화학공학소재연구정보센터
Enzyme and Microbial Technology, Vol.20, No.1, 24-31, 1997
An Enzyme-Like Polyclonal Antibody Capable of Catalyzing Ester Hydrolysis
An enzyme-like polyclonal antibody with high catalytic activity was isolated and purified from the antisera of New Zealand rabbits. The hapten of mono-p-nitrophenyl phosphonate ester (4) was synthesized and coupled to bovine serum albumin (BSA) and keyhole-limpet hemocyanin (KLH).

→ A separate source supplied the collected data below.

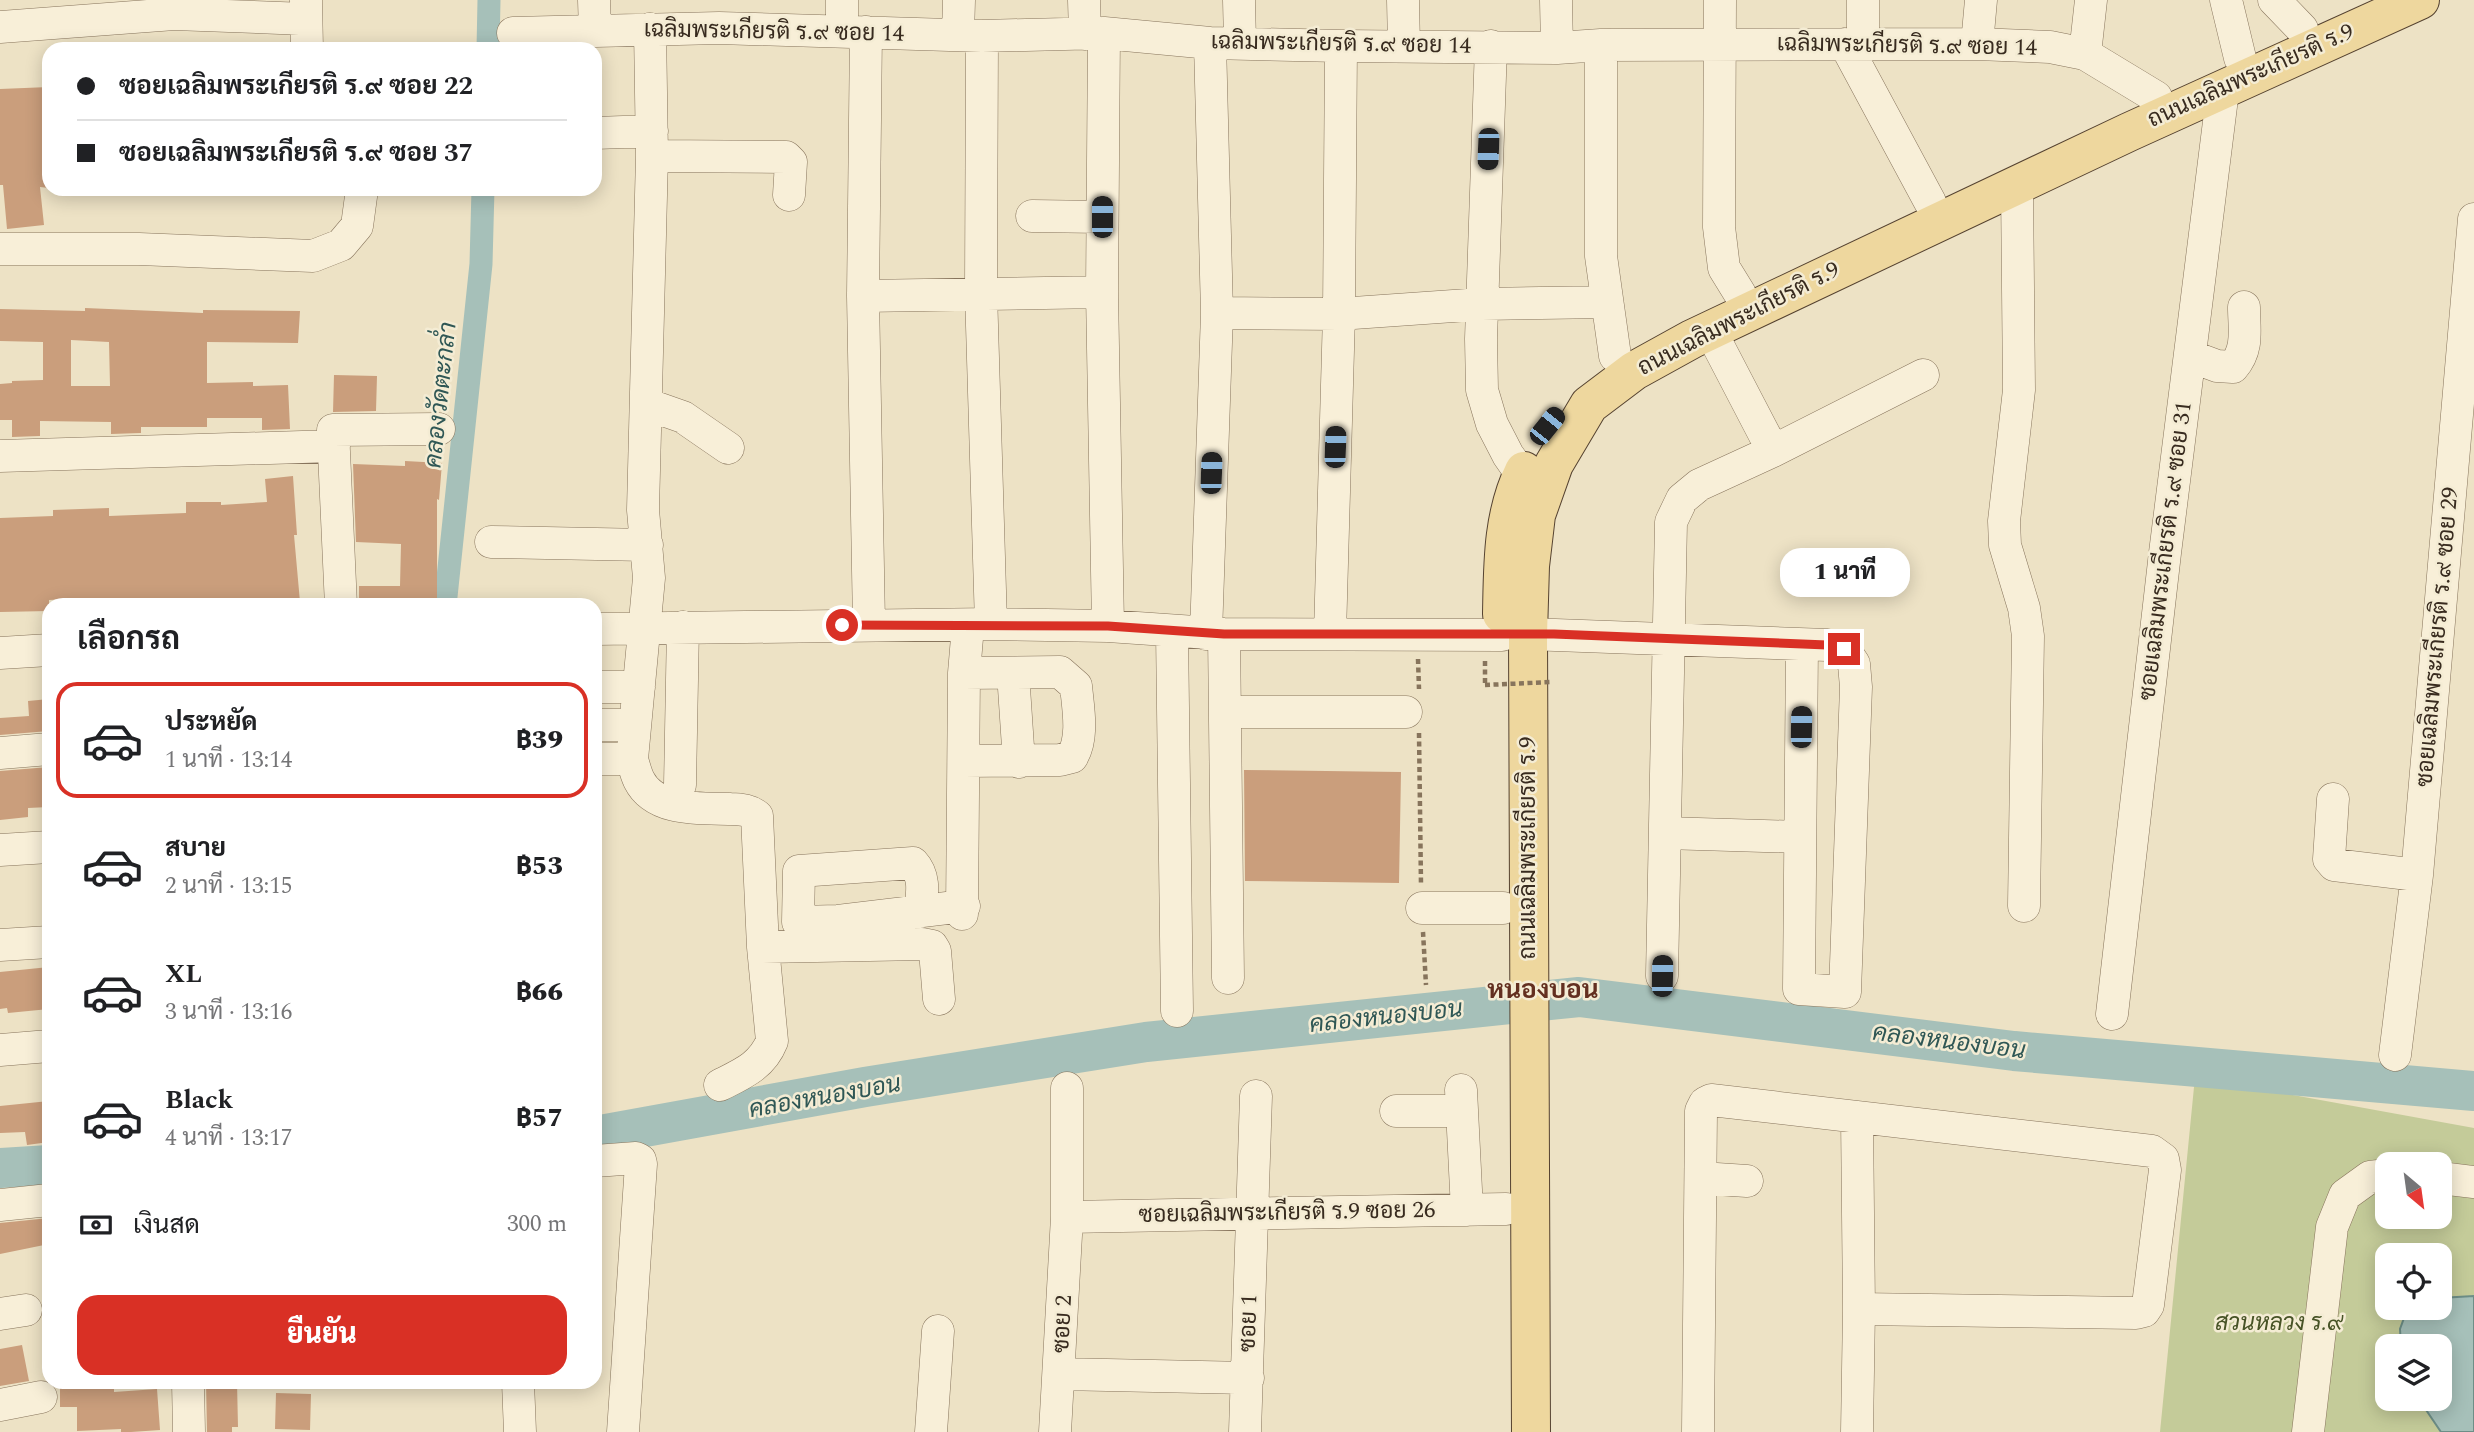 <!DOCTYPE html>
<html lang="th">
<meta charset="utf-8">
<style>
:root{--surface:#fff;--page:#f6f6f6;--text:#202124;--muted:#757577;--line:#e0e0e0;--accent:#d93025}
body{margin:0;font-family:Spectral,Sarabun,serif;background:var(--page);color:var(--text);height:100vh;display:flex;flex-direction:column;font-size:26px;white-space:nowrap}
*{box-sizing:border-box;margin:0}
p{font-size:23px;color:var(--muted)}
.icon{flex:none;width:38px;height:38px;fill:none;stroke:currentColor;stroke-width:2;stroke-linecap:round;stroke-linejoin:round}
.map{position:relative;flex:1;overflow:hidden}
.drawer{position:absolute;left:42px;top:598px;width:560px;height:791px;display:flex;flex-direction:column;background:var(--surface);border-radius:21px;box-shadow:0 4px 18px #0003}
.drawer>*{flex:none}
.guide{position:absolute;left:42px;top:42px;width:560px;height:154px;border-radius:21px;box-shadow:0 4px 18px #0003;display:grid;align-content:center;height:154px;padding:0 35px;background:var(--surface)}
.needle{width:46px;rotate:151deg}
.buttons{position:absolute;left:2375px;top:1152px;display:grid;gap:14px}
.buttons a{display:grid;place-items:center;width:77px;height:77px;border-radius:14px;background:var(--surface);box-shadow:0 4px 18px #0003;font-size:35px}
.end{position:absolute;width:32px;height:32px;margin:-16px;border:9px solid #d93025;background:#fff;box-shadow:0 0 0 4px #fff}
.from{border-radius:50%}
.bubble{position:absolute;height:49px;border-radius:21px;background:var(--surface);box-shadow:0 4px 18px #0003;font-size:23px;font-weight:800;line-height:49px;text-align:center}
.car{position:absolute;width:21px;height:42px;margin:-21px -10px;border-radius:9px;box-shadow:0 0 5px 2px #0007;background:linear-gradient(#222 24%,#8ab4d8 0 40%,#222 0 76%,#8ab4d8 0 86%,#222 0)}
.guide b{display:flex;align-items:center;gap:24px;height:66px;font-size:26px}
.guide b+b{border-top:2px solid var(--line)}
.guide i{width:18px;height:18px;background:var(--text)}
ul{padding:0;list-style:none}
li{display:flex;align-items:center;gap:21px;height:116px;margin:0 14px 10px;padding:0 21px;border:4px solid transparent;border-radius:21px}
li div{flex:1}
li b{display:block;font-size:26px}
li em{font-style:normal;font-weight:800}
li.active{border-color:var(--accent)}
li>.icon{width:63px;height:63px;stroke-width:1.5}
h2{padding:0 35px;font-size:32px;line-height:84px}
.pay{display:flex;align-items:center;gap:18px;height:77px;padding:0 35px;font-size:26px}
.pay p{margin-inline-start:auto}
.action{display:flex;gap:14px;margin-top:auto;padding:14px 35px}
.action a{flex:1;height:80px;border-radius:21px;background:var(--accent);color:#fff;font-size:28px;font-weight:800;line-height:80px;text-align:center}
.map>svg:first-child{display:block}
.green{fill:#c4cb99;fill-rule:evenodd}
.water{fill:#a6c0b9;stroke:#6d8e87;stroke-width:2}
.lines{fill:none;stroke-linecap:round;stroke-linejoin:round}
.canal{stroke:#a6c0b9;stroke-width:23}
.river{stroke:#a6c0b9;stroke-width:40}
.building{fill:#ca9e7c;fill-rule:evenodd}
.minor-casing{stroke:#87745c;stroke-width:33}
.major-casing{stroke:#554230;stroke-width:40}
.path{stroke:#87745c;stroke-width:4.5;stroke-dasharray:5 3.5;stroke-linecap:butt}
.minor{stroke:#f8efd8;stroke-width:32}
.major{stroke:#eed79e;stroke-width:38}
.path-bridge{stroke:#87745c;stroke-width:4.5;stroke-dasharray:5 3.5;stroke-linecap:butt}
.route{stroke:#d93025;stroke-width:9}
.labels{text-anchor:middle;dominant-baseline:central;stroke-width:5;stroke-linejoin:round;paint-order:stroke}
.street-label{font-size:23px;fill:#382b1f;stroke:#f4ecd4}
.park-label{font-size:23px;font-style:italic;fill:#475326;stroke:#f4ecd4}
.water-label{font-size:24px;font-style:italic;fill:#2f5755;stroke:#f4ecd4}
.quarter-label{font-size:26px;font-weight:bold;fill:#632f20;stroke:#f4ecd4}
</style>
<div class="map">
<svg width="2474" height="1432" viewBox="0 0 2474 1432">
<rect width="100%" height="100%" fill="#ede2c5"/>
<path class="green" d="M2195 1077 2474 1128V1432H2160ZM2387 1164H2440V1216H2387ZM2387 1255H2440V1307H2387ZM2387 1346H2440V1398H2387Z"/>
<path class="water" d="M2474 1296V1432H2441L2418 1398H2440V1346H2401L2400 1329 2407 1310 2414 1307H2440V1298Z"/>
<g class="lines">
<path class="canal" d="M488 49 489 0
M445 606 481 264 483 189"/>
<path class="river" d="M595 1136 865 1087 1146 1042 1579 997 2014 1051 2474 1091
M0 1168 49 1165"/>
</g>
<path class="building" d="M49 87V188L40 187 44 225 7 229 3 185H0V89Z
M85 308 203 313V310L300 311 298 343 207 342V383L253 382V386L288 385 290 429 262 430V418H207V427H141V433L111 434V422L40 421V436L12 437V420H0V384L12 383V381L43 380V342L0 341V309L85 311ZM71 340 109 342 110 386H71Z
M334 375 377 376 376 411 333 412Z
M405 461 442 463 439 500 437 499V606H359V586H400L401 544 356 542 353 464 405 466Z
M293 476 297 535H294L300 602 260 606H85V598L49 600V611L0 612V518L53 516V510L109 508V516L186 513V502H221V505L267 502 265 479Z
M49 699V731L0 735V718L29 716 28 701Z
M49 767V807L28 808V817L0 820V771Z
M1244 770 1401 772 1399 883 1245 881Z
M49 967V1009L8 1013 7 1008 0 1009V972Z
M49 1101V1142L27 1145 25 1132 0 1133V1106Z
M49 1218V1244L0 1254V1223Z
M22 1345 29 1381 0 1386V1349Z
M206 1382H237L238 1427H232V1432H207Z
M114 1383V1392L157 1389 160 1430 131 1432H121V1429L77 1431V1407H60V1386Z
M276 1393 311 1394 310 1430 275 1429Z"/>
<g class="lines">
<g class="minor-casing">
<path id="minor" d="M306 0 307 49
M594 0 595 31
M842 0V31
M1084 0 1085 34
M1239 0 1240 43
M1403 0 1404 46
M1556 0 1557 48
M1720 0 1719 227 1724 268 1740 294
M2226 0 2240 58
M2274 0 2302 29
M0 27 174 14 306 19
M650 29 652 156 643 510 649 578 632 759C634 766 636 774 639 780 655 812 701 808 731 809 740 809 750 810 757 816L763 947 772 1041C762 1066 742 1074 720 1085
M866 32 863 296 869 624
M513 33 719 28 982 36 1104 33 1210 43 1341 46 1557 48 1601 45 1977 44 2050 47 2085 54 2156 97
M1104 33 1102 292 1108 626
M958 35 959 0
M982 36 981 292 991 624
M1845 44 1930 202
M1863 44V0
M1977 44 1981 0
M1601 45V256L1615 356
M1491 46 1481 339 1482 390 1492 424 1508 455 1522 475
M2085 54 2091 0
M595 133 652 131
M652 156 786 157 791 162 789 195
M2017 186 2019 390 2004 521 2005 545 2024 608 2028 636 2024 906
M1032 216 1102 217
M0 249H139L313 256 341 245 357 226 362 189
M863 296 1102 292
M1217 313 1339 314 1482 304 1606 302
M1710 330 1773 451
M2190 356 2217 366 2233 367C2249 349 2244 329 2244 307
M646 404 683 417 728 448
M0 456 334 446
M491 542 647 545
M341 606 333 430 439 429
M595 629 991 624 1108 626 1224 634 1502 635
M1172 632 1177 1011
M1206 634 1217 313 1210 43
M1224 634 1228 978
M1330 634 1339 314 1341 46
M1528 634 1827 645 1844 649 1854 664 1856 687 1845 992 1799 989 1802 645
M0 653 49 650
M1013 673 1019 762
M595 687H639
M1225 712H1406
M595 725H635
M0 753 49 749
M595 759H632
M964 761 1060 760 1072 757C1084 737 1078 708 1076 686L1060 672 964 673
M680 785 683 627
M2333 799 2329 859 2334 865 2417 875
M1665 833 1800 837
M0 850 49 847
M1422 908H1503
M920 912C922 894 926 877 913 863L799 871 798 922 838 921 964 906
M962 914 964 673 968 626
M0 945 49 942
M763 947 922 944 932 946 935 951 939 999
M1662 976 1671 522 1682 499 1699 485 1773 451 1923 375
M2112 1014 2165 553 2223 90
M0 1050 49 1046
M2395 1055 2417 875 2474 219
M1461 1090 1467 1210
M1396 1111H1462
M595 1161 636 1158 640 1160 641 1164 623 1432
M1701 1178 1747 1181
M2440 1178 2474 1182
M0 1205 49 1200
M1067 1217 1506 1209
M0 1314 26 1310
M1060 1374 1248 1378
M188 1382 189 1432
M518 1382 520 1432
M0 1405 41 1397
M931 1432 938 1331
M1055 1432 1067 1217V1088
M1245 1432 1256 1096
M1698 1432 1701 1111 1705 1103 1711 1100 2152 1151 2163 1159 2165 1170 2148 1305 2144 1311 2136 1313 1859 1309
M1857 1432 1859 1309 1857 1117
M2308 1432 2332 1227 2345 1195 2370 1177 2387 1175"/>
</g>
<g class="major-casing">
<path id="major" d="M1502 614C1503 566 1502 516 1524 471
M1531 1432 1528 634 1530 566 1536 515 1554 464 1589 405 1634 371 1692 339 2129 132 2420 0"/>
</g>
<path class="path" d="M1418 659 1419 689
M1485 661V685
M1419 733 1421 885
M1423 932 1426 985"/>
<use href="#minor" class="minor"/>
<use href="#major" class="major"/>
<path class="path-bridge" d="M1485 685 1552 682"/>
</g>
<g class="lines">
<path class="route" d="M842 625 1108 626 1224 634H1554L1827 645 1844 649"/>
</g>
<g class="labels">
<g class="street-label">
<text transform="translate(774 32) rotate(1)">เฉลิมพระเกียรติ ร.๙ ซอย 14</text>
<text transform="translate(1341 44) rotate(1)">เฉลิมพระเกียรติ ร.๙ ซอย 14</text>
<text transform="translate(1907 46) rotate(1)">เฉลิมพระเกียรติ ร.๙ ซอย 14</text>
<text transform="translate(2251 76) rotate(-24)">ถนนเฉลิมพระเกียรติ ร.9</text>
<text transform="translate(1739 319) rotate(-27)">ถนนเฉลิมพระเกียรติ ร.9</text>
<text transform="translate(2166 551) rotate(-83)">ซอยเฉลิมพระเกียรติ ร.๙ ซอย 31</text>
<text transform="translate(2438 637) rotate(-85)">ซอยเฉลิมพระเกียรติ ร.๙ ซอย 29</text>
<text transform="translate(1528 848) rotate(-90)">ถนนเฉลิมพระเกียรติ ร.9</text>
<text transform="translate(1287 1213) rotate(-1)">ซอยเฉลิมพระเกียรติ ร.9 ซอย 26</text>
<text transform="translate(1249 1323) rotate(-88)">ซอย 1</text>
<text transform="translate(1063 1324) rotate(-87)">ซอย 2</text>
</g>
<g class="park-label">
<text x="2279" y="1323">สวนหลวง ร.๙</text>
</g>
<g class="water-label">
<text transform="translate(441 395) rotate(-84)">คลองวัดตะกล่ำ</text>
<text transform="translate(1386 1017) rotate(-6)">คลองหนองบอน</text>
<text transform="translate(1949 1042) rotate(7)">คลองหนองบอน</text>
<text transform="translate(825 1097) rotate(-10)">คลองหนองบอน</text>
</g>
<g class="quarter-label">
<text x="1543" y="990">หนองบอน</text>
</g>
</g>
</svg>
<div class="buttons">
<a><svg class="needle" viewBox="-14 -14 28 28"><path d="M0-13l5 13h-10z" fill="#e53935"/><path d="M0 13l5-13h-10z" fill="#757577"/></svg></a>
<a><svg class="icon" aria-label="locate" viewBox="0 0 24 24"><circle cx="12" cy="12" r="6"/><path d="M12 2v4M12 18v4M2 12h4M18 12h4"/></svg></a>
<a><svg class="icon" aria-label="layers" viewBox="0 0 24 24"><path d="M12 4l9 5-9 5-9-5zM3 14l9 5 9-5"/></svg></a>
</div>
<i class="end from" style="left:842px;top:625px"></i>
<i class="end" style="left:1844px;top:649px"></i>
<div class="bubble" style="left:1780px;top:548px;width:130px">1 นาที</div>
<i class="car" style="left:1488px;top:149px;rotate:182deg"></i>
<i class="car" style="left:1102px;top:217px;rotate:0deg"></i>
<i class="car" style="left:1547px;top:426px;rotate:39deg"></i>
<i class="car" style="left:1335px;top:447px;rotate:2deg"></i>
<i class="car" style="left:1211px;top:473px;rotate:2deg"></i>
<i class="car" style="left:1801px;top:727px;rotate:1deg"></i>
<i class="car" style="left:1662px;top:976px;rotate:1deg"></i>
<div class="guide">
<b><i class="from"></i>ซอยเฉลิมพระเกียรติ ร.๙ ซอย 22</b>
<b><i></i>ซอยเฉลิมพระเกียรติ ร.๙ ซอย 37</b>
</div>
<section class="drawer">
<h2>เลือกรถ</h2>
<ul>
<li class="active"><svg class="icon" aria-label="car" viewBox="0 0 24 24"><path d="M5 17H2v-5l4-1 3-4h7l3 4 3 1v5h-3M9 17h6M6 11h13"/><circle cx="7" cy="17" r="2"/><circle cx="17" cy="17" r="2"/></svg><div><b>ประหยัด</b><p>1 นาที · 13:14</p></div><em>฿39</em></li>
<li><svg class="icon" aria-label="car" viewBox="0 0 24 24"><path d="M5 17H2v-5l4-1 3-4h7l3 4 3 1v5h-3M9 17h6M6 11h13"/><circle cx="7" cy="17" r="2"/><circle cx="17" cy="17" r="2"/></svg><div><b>สบาย</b><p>2 นาที · 13:15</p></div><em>฿53</em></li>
<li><svg class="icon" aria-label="car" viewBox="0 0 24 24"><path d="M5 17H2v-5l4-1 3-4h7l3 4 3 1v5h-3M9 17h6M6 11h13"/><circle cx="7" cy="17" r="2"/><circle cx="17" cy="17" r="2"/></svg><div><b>XL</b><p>3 นาที · 13:16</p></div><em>฿66</em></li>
<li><svg class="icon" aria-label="car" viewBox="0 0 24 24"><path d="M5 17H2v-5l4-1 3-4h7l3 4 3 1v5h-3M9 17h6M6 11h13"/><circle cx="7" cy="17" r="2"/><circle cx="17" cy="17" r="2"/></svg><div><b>Black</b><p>4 นาที · 13:17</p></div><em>฿57</em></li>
</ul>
<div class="pay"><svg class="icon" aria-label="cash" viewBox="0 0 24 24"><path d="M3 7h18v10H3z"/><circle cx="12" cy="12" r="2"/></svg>เงินสด<p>300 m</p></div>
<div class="action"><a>ยืนยัน</a></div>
</section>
</div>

Ratios of the hapten/carrier were obtained in the range of 18:1 to 45:1. The conjugate KLH-5 was used as an immunogen to raise polyclonal antibodies in rabbits. Three carboxylates 1, 2, and 3 were used as chromogenic substrates to investigate the catalytic activities of the antibody. The immunoglobulin Gs (IgGs) from the antisera of rabbit-1 and -2 (showing the higher titer of 1:40.000) were purified bg (NH4)(2)SO4 precipitation and affinity chromatography on a protein A-Sepharose CL-4B column and were shown to be homogeneous by SDS-PAGE. This preparation of IgGs could catalyze the hydrolysis of the carboxylate 1 at pH 8.5 and 30 degrees C, the Michaelis constant K-m and the apparent rate constant k(cat) of the catalysis were found to be 13.1 mu m and 22 min(-1), respectively. Further studies of the catalytic antibody revealed the significant rate enhancement (k(cat)/k(uncat) = 5.0 x 10(1) - 5.0 x 10(3)) and the substrate specificity for the hydrolysis of analogous substrates. In the antibody-catalyed hydrolysis of carboxylate 1, the k(cat) exhibited a first-order dependence on [OH-] whereas the K-m was relatively unaffected in the range of pH 7.6 and 9.0.